La publicidad automotriz suele apoyarse en velocidad, paisajes espectaculares y música épica. Sin embargo, la reciente campaña de Ford rompe con ese lenguaje habitual al recurrir a una referencia inesperada: la pintura barroca de Michelangelo Merisi da Caravaggio.
Con una estética marcada por contrastes de luz y sombra, la marca presenta una pieza visual que acerca la narrativa del automovilismo a la sensibilidad del arte clásico. La campaña, titulada “Every Ground Is Our Proving Ground”, acompaña el regreso de Ford a la Fórmula 1 y busca resaltar el trabajo de ingenieros, pilotos y técnicos que llevan la tecnología de la marca al límite.
Un lenguaje visual heredado del barroco
La referencia a Caravaggio se manifiesta principalmente en la iluminación. El spot utiliza un contraste fuerte entre fondos oscuros y haces de luz muy dirigidos que destacan rostros, manos y objetos técnicos. Este recurso, conocido como claroscuro, era una de las principales herramientas del pintor para generar dramatismo y profundidad en sus obras.

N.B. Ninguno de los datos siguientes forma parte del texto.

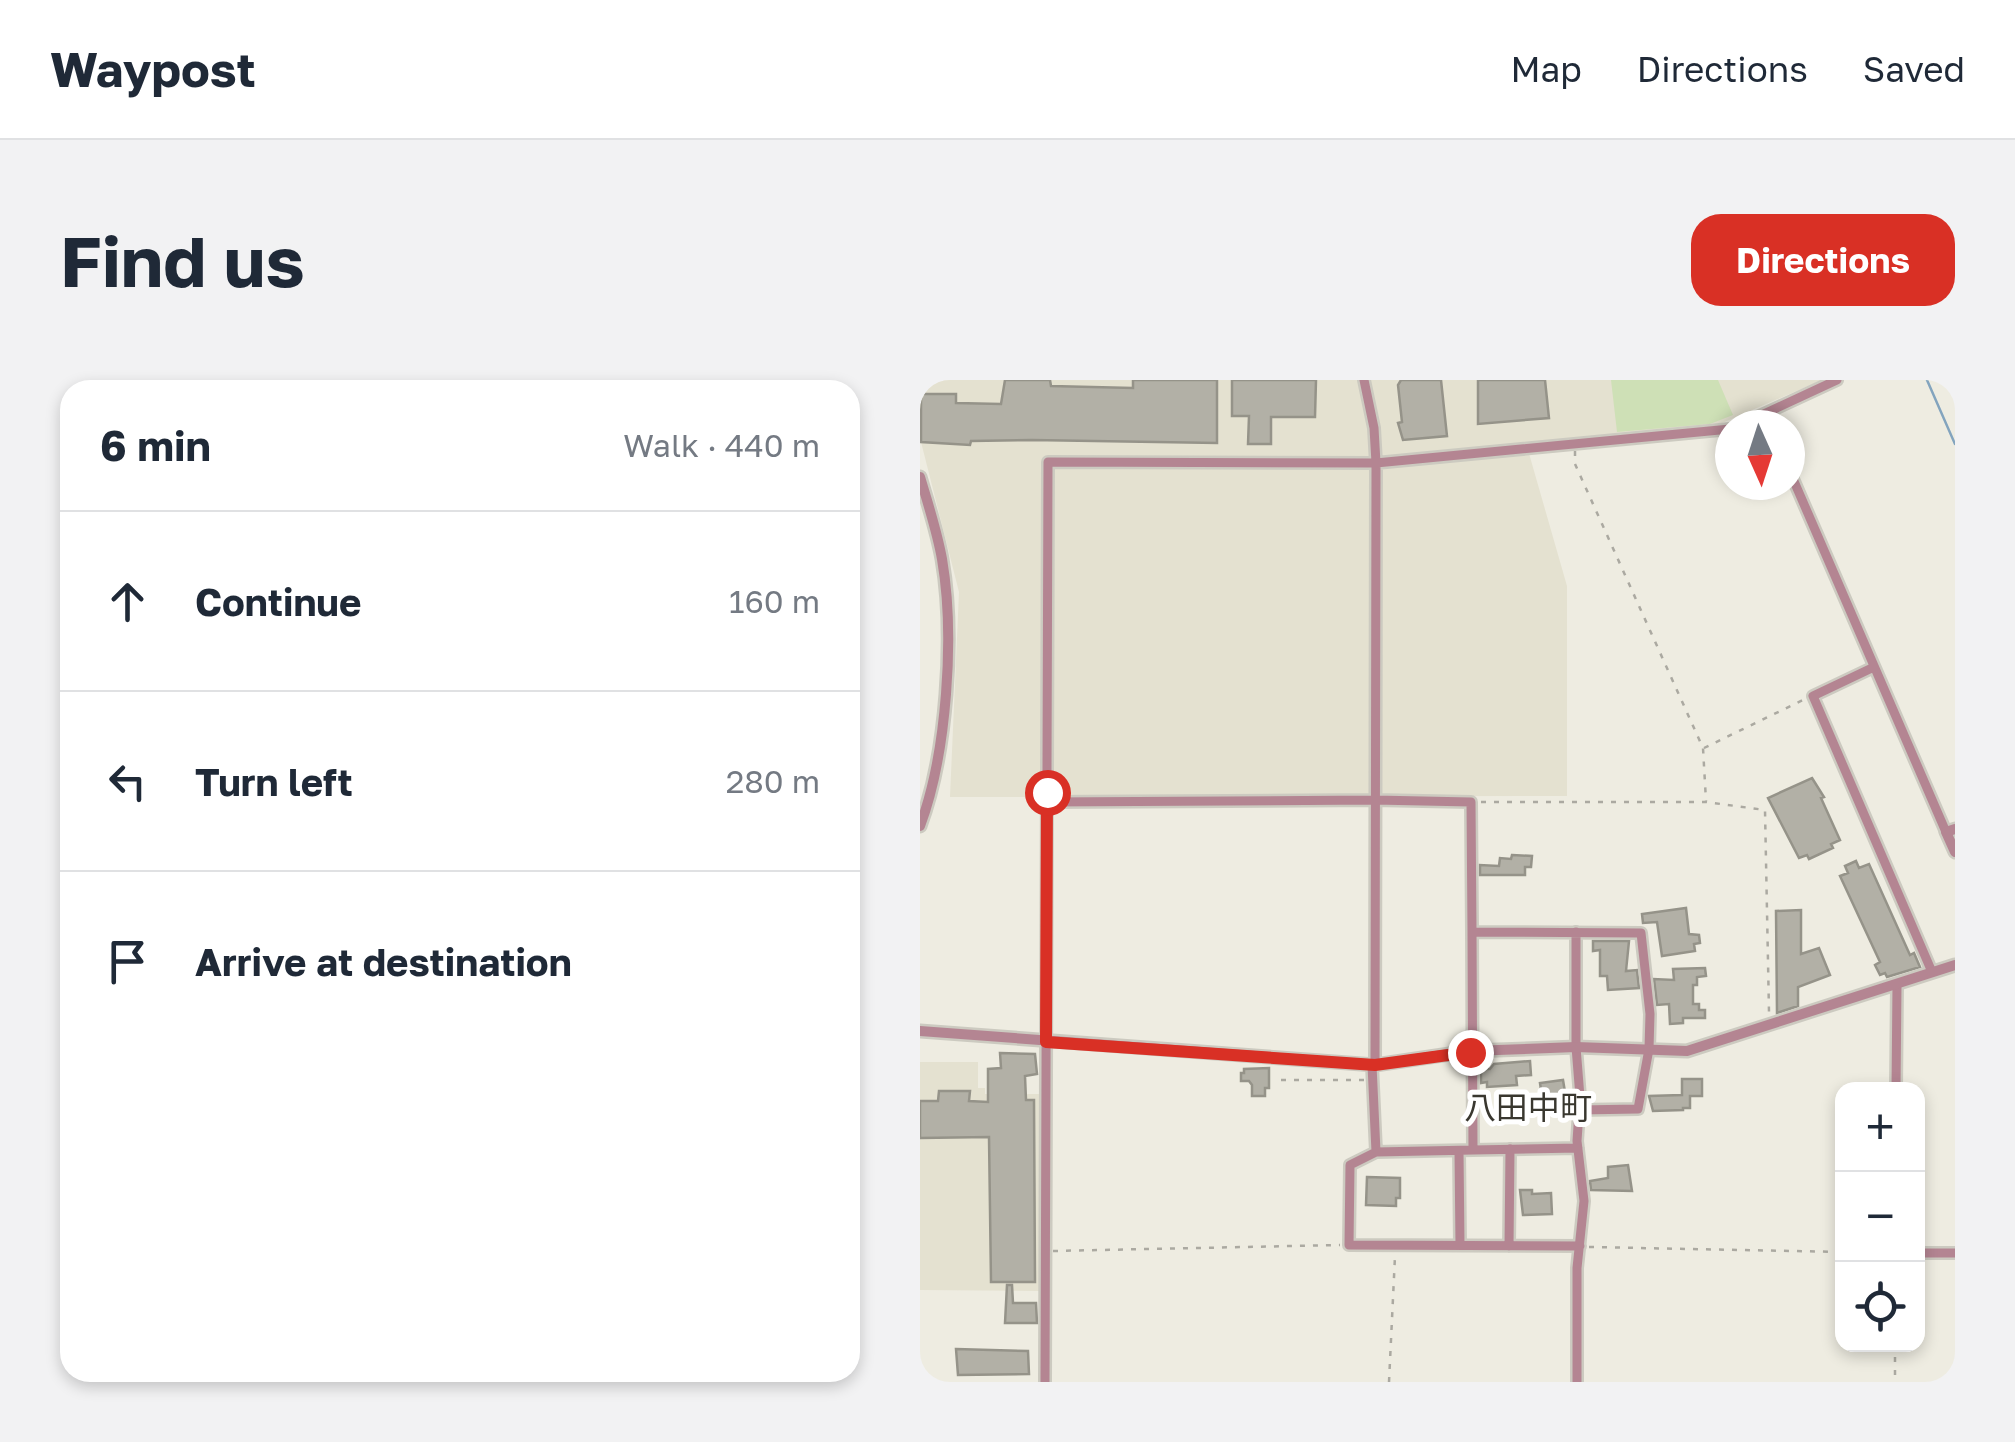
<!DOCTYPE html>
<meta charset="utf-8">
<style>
:root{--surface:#fff;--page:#f2f2f3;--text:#1f2937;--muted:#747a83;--line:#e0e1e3;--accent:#d93025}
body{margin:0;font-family:"Golos Text","Noto Sans JP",sans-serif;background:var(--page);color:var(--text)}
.controls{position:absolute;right:30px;bottom:30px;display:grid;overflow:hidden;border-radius:20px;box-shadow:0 5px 15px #0003}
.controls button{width:90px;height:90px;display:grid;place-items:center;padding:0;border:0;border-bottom:2px solid var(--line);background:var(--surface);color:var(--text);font:50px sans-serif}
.compass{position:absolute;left:795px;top:30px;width:90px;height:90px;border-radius:50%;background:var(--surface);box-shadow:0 5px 15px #0003;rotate:177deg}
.stop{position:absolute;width:30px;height:30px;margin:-22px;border:8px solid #d93025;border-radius:50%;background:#fff}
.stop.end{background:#d93025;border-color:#fff;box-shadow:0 2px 10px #0008}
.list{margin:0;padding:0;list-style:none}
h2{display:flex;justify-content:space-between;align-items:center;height:130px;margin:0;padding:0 40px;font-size:42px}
h2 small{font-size:32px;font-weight:400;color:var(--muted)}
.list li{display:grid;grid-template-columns:65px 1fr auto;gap:30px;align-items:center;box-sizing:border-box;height:180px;padding:0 40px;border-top:2px solid var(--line)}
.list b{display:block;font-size:38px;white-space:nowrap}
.list em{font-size:32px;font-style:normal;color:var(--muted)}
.icon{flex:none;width:55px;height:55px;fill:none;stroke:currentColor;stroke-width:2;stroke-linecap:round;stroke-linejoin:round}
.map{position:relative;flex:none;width:1035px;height:1002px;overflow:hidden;border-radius:30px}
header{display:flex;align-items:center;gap:60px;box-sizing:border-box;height:140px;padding:0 50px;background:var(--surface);border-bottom:2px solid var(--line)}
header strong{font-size:48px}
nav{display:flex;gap:55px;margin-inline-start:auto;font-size:35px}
.intro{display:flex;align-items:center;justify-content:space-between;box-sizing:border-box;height:240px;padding:0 60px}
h1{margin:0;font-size:70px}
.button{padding:25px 45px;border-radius:30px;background:var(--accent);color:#fff;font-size:35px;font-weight:700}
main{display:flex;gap:60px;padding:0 60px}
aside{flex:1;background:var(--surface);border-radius:30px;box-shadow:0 5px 15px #0003}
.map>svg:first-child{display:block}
</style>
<header>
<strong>Waypost</strong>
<nav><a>Map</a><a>Directions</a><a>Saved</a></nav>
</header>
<div class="intro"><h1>Find us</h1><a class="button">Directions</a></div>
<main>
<aside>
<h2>6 min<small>Walk · 440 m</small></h2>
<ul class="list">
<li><svg class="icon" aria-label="ahead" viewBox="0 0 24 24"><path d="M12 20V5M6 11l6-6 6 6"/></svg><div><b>Continue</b></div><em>160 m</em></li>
<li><svg class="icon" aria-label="left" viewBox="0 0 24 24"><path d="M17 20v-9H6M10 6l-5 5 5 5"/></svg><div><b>Turn left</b></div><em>280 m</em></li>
<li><svg class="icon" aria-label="arrive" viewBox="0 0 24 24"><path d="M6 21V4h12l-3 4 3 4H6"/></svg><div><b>Arrive at destination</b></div></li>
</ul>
</aside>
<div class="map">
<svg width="1035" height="1002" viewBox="0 0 1035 1002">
<rect width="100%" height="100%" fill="#eeece1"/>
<!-- built -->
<path fill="#e4e1d0" d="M 0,0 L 902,0 L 795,46 L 606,63 L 647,206 L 647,416 L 30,417 L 39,212 L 0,58 Z
M 0,682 L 58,682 L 58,708 L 65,708 L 65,714 L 120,714 L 121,911 L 0,910 Z"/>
<!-- green -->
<path fill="#cee0b6" d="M 691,0 L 798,0 L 813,35 L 790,44 L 697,52 Z"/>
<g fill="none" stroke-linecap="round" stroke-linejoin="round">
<!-- stream -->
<path stroke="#83a4be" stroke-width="2.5" d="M 1007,0 L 1035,64"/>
</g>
<!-- building -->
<path fill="#b2b0a6" stroke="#959389" stroke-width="2.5" d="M 85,0 L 130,0 L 131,6 L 213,8 L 213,0 L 297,0 L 297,63 L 112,60 L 51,61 L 50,65 L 1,62 L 1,14 L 36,14 L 36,23 L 81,24 Z
M 312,0 L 396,0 L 395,37 L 351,37 L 351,64 L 328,64 L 329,36 L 312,36 Z
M 481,0 L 521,0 L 527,56 L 483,60 L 478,43 L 482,42 L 478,5 Z
M 558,0 L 625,0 L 629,38 L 558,44 Z
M 892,398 L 904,417 L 901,418 L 920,460 L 911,464 L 913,468 L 889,479 L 887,475 L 879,478 L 848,418 Z
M 592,475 L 612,476 L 611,487 L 605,487 L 605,495 L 560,495 L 560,485 L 579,486 L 580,478 L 591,479 Z
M 936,481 L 939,488 L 949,484 L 990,575 L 994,573 L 1000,587 L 967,597 L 965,593 L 960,595 L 955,585 L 960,582 L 920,496 L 928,493 L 925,486 Z
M 766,528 L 769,554 L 779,555 L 780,563 L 774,564 L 775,571 L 742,576 L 737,542 L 723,543 L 722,534 Z
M 881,530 L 881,574 L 899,568 L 910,595 L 878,607 L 878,626 L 857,633 L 856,531 Z
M 673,561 L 709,561 L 706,591 L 717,590 L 719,608 L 688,610 L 687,596 L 680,596 L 680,570 L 673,571 Z
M 785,588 L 786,596 L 777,597 L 777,605 L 773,605 L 773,624 L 779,624 L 779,630 L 785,630 L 785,638 L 763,638 L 763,643 L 750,644 L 749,624 L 737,625 L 734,599 L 754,600 L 753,589 Z
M 80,673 L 115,674 L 117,694 L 105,696 L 106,720 L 114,720 L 115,902 L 71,902 L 69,757 L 0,758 L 0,721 L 18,721 L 19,711 L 50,711 L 49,721 L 68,722 L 68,689 L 81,688 Z
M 610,681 L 611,695 L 596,696 L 597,705 L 567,707 L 567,702 L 561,703 L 561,689 L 570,689 L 574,684 Z
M 349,688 L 349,708 L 345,708 L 345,716 L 332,716 L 332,705 L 329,701 L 321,701 L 321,693 L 324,693 L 324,689 Z
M 762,699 L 782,699 L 782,716 L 770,716 L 770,728 L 763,728 L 763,730 L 733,731 L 729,716 L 762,715 Z
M 643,700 L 646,718 L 651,718 L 651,732 L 650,735 L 639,737 L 638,728 L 624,730 L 620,703 Z
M 708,785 L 712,811 L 671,810 L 670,801 L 688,798 L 688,787 Z
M 447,797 L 480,798 L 480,818 L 476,818 L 476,826 L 446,825 Z
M 600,810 L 612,810 L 612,814 L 631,813 L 632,834 L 603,835 Z
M 87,905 L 92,905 L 93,923 L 116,923 L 117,943 L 85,943 Z
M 36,969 L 108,971 L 109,994 L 38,995 Z"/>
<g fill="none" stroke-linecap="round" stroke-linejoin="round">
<!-- minor casing -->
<g stroke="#cccac0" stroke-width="14">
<path id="minor" d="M 444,0 L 454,48 L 456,83 L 455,685
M 820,45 L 917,0
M 870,92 L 1026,452
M 954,287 L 893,316 L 1012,592
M 127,422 L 455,420 L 551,422 L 552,552
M 656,552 L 656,667 L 660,717 L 657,761 L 664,821 L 657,888 L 657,1002
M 452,685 L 456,772
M 976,709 L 977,605
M 658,768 L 553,770 L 552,552 L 721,553 L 730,634 L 729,669 L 718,729 L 659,730
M 553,770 L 456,772 L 430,785 L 429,865 L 660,866
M 539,771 L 540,865
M 589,866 L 590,769
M 998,873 L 1035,873
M 125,1002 L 128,82 L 456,83 L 810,49"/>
</g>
<!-- tertiary casing -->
<g stroke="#cccac0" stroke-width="15">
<path id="tertiary" d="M 0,97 C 8,124 17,151 22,179 C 35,255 27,374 0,446
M 1035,449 L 1026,452 L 1035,472
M 0,651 L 455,685 L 550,671 L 656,667 L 767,671 L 1035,585"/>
</g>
<!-- path -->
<path stroke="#aba9a1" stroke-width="2.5" stroke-dasharray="5 8" stroke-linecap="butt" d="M 655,71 L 655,84 L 783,368 L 786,421
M 784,368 L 885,319
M 561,422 L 786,422 L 845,430 L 849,632
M 361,700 L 445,700
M 669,867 L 922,872
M 133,871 L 420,865
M 975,964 L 975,1002
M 469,1002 L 475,876"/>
<!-- minor -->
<use href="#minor" stroke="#b48592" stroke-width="9"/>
<!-- tertiary -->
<use href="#tertiary" stroke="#b48592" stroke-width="10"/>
</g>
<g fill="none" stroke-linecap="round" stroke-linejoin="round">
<!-- route -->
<path stroke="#d93025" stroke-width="12" d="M 127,412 L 126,662 L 455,685 L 550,672"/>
</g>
<g text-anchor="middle" stroke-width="10" stroke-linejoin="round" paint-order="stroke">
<!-- quarter labels -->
<g font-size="32" fill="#39372f" stroke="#fff">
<text x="608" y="739">八田中町</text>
</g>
</g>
</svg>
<div class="controls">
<button>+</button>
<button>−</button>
<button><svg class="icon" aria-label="locate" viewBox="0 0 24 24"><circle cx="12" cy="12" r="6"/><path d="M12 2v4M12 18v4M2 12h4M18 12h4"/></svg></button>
</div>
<svg class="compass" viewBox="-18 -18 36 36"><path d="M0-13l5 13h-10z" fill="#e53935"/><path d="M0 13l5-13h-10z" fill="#747a83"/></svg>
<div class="stop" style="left:127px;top:412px"></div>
<div class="stop end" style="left:550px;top:672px"></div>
</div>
</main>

En la campaña de Ford, esta estética se traduce en imágenes donde los ingenieros aparecen casi como personajes de un cuadro barroco, iluminados en medio de la oscuridad mientras trabajan sobre piezas mecánicas o preparan vehículos de competición. La cámara enfatiza los detalles: herramientas, superficies metálicas y gestos de concentración.
El resultado es una narrativa visual poco común en la publicidad de automóviles. En lugar de centrarse exclusivamente en la velocidad o el espectáculo, la campaña busca transmitir intensidad emocional y resaltar el carácter artesanal y humano que existe detrás de la ingeniería automotriz.
Ingeniería, competición y narrativa de marca
Más allá de su estética artística, la campaña también cumple un rol estratégico en la comunicación de Ford. El mensaje central gira en torno a la idea de que las condiciones extremas de competición funcionan como un laboratorio donde se desarrollan tecnologías que luego llegan a los vehículos de producción.
Las escenas alternan entre distintos entornos de prueba —desde circuitos de alta velocidad hasta terrenos off-road— para reforzar el concepto de que cada superficie es un campo de experimentación. De esta manera, la narrativa conecta el mundo del deporte motor con la innovación aplicada a los autos de uso cotidiano.
Con esta propuesta, Ford apuesta por una forma de storytelling que combina arte, tecnología y deporte. La referencia a Caravaggio no solo aporta una identidad visual distintiva, sino que también eleva el tono de la campaña, posicionando la ingeniería de la marca como un proceso casi épico, digno de ser retratado con la intensidad de una obra clásica.